トキオと美希は顔を見合わせて、同時に吹き出した。


「先生、幸せすぎて頭の中がファンタジーしてるわ……」


「先生、ヤバくないか?……でも、なんか可愛いよね」


二人はクスクスと笑いが止まらず──


菜園の土の下で、また「ぴちゅ……」と小さな声がした。が、トキオと美希の耳には、雀や野鳥のさえずりに紛れてしまう。


美希はそっと袖を下ろして、自分の腕を撫でた。
薄くなった痕が、まるで優しい手で守られているみたいで。


トキオが再び鍬を手に取りながら、


「ま、先生の言う通りなら……ピチュルン、ありがとうな」


美希も小さく頷いて、


「ありがとう、ピチュルン」


冬の陽射しが、二人の笑顔を優しく包んだ。
菜園は今日も、静かに、でも確かに、誰かの優しさを育て続けていた。


光樹がラブを連れて散歩に向かった砂糖楓の土地では、朝の清々しい空気の中、淡いピンク色の植物──ユラリアンたちが穏やかにゆらゆらと揺れていた。


ラブが、尻尾を勢いよく振りながら近づこうとするのを、光樹は慌ててリードを引いて止めた。
が、ふと、以前のことを思い出す。


あの時、ラブが鼻を近づけて匂いを嗅いだり、軽く舐めたりしても、ユラリアンたちはまったく反応しなかった。

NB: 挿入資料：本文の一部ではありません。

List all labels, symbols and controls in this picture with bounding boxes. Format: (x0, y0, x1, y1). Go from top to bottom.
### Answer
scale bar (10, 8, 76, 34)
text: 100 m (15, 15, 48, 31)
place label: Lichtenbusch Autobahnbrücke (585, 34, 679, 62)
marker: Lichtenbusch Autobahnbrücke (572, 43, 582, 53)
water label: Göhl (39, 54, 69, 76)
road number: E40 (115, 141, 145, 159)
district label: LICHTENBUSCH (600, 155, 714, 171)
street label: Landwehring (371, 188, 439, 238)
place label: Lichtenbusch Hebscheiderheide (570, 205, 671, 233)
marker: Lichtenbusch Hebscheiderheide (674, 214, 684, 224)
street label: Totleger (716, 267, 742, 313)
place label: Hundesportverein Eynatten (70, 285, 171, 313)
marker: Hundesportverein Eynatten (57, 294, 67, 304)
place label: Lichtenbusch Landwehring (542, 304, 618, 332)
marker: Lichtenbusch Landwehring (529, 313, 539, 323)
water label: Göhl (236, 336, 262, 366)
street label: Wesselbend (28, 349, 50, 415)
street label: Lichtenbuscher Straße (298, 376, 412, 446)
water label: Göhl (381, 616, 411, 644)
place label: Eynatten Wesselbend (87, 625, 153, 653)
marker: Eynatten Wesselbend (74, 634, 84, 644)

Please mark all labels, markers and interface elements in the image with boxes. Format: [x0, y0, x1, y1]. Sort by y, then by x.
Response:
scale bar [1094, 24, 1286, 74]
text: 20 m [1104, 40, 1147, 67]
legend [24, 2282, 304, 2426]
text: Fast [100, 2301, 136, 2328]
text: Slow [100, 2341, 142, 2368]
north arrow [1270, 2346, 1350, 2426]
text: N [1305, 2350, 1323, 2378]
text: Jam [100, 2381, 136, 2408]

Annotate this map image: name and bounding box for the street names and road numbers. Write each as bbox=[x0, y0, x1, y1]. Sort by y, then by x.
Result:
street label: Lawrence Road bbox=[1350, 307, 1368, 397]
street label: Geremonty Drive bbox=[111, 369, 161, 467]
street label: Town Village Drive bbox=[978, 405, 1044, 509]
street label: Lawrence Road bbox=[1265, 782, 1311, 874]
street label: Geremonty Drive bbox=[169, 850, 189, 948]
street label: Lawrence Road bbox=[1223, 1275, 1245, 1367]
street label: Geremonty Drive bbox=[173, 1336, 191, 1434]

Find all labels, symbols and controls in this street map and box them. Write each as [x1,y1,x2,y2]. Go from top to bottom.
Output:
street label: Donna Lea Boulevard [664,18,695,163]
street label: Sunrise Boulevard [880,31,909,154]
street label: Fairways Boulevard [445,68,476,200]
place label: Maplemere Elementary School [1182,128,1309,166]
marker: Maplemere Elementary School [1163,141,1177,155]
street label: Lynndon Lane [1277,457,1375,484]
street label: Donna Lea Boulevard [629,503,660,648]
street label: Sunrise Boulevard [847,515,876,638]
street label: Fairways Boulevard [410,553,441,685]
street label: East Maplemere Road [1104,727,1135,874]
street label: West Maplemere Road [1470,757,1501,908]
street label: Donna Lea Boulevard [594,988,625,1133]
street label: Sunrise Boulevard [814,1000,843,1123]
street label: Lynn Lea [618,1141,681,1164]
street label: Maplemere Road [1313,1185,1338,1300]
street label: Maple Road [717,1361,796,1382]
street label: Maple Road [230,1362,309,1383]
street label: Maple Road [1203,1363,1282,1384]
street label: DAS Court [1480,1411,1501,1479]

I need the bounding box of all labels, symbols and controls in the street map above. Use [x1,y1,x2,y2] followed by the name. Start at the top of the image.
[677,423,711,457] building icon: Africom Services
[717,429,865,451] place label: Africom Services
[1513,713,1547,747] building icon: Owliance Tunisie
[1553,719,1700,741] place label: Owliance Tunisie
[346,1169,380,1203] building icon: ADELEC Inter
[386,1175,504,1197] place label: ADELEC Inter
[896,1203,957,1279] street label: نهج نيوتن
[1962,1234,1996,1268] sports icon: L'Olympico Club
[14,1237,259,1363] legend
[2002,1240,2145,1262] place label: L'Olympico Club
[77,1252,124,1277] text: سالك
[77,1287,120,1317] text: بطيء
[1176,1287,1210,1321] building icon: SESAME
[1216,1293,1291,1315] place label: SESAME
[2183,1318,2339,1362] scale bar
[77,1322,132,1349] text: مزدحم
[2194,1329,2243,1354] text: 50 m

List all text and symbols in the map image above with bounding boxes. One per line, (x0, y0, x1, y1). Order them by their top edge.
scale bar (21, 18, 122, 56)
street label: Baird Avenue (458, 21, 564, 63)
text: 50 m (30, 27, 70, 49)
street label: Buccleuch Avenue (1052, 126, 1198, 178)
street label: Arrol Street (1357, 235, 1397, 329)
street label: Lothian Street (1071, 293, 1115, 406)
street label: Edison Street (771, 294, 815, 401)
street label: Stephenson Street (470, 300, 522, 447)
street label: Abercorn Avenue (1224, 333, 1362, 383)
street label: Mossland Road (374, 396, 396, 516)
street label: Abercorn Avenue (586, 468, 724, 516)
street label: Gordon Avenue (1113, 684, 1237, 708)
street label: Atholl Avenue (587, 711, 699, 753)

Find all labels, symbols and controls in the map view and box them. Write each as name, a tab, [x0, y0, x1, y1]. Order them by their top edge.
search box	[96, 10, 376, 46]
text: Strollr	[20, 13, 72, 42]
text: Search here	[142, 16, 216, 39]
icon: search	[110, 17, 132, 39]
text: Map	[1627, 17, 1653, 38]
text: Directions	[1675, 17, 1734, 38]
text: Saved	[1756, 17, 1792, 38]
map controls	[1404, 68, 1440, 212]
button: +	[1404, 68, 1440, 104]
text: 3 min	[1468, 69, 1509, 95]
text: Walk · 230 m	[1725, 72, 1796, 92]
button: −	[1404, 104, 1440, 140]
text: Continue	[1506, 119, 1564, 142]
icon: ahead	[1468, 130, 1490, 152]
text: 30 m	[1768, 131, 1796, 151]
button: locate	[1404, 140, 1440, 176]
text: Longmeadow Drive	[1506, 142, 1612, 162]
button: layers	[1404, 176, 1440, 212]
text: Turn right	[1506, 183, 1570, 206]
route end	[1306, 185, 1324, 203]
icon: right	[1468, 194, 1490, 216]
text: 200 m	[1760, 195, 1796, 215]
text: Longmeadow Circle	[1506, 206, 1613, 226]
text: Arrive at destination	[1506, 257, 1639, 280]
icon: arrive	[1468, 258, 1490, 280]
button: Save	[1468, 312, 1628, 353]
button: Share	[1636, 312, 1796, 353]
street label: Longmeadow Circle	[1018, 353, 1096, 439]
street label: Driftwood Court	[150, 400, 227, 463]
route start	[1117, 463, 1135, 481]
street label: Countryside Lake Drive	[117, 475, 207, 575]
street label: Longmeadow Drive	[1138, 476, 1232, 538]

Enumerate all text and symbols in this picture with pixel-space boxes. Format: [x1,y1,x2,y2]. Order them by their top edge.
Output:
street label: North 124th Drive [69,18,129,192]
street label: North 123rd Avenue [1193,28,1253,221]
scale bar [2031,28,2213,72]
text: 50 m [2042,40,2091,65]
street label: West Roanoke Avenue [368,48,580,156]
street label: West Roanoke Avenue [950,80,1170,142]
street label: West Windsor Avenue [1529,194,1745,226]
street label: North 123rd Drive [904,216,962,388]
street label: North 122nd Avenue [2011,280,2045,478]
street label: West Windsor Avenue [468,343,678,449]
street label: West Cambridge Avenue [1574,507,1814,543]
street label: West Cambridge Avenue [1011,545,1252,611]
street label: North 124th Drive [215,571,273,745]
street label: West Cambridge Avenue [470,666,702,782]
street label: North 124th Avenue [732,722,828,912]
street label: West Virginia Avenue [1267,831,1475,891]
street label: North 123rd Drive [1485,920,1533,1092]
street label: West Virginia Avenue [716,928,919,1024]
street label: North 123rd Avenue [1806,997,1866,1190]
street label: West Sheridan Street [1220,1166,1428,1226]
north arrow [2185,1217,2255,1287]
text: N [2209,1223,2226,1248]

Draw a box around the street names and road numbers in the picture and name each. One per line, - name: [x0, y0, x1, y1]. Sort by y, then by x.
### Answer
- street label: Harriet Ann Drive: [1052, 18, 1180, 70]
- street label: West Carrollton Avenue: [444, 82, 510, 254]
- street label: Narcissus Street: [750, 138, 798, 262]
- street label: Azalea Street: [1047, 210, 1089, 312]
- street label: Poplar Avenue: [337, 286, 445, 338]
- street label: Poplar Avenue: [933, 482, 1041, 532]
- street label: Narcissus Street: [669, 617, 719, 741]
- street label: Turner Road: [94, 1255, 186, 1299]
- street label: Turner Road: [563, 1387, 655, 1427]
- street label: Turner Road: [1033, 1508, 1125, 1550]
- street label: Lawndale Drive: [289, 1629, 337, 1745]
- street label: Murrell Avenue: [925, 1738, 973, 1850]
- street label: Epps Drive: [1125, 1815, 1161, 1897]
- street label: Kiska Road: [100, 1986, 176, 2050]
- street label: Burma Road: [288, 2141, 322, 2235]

光樹は少し迷った末、リードの張りを慎重に緩め、ラブを自由にさせてみた。


緊張しながら見守っていると、ラブはまるで古い友達に挨拶するように、ユラリアンのキノコ状のかさ部分を鼻で軽く突っついて回った。
やはり、敵と見なされていないようだ。


「君たちの判断基準は、一体何なんだ?」


光樹はユラリアンの群れに向かって独り言のように尋ねてみた。
もちろん、返事はない。


引き抜こうとした人は、一瞬でどこかに飛ばされてしまった。
うっかり踏んでしまったワタナベも──あの時の衝撃は、今も鮮明に記憶に残っている。


ラブの足元に目を向けると、ラブは器用にユラリアンの根を避け、決して踏まないように歩いているように見えた。


光樹の好奇心が、静かに疼き始めた。


ゆっくりとユラリアンに近づき、その場にしゃがみこむ。
指をそっとかさの部分に近づけていく──あと少しで触れる、というところで、光樹は慌てて指を引っ込めた。


やっぱりやめよう。
どこかに飛ばされてしまったら、洒落にならない。
アオイと二度と会えなくなったら──そう思うだけで胸が張り裂けそうになる。


立ち上がって首を振り、視線を少し先のほうへ移した。
あの柱状の奇妙な空間の歪みは、今日もそこに存在していた。


( ワタナベの奴、どこに飛ばされたのかな…… )


陰鬱な思いにしばし佇み、それから小さく息を吐いた。
 

「ラブ、帰るぞ。」


ユラリアンの群れの前にいたラブに声をかけると、ラブは光樹を見上げて「わん!」と明るく一声。
それからトコトコと歩いて、光樹の真横にぴったり寄り添った。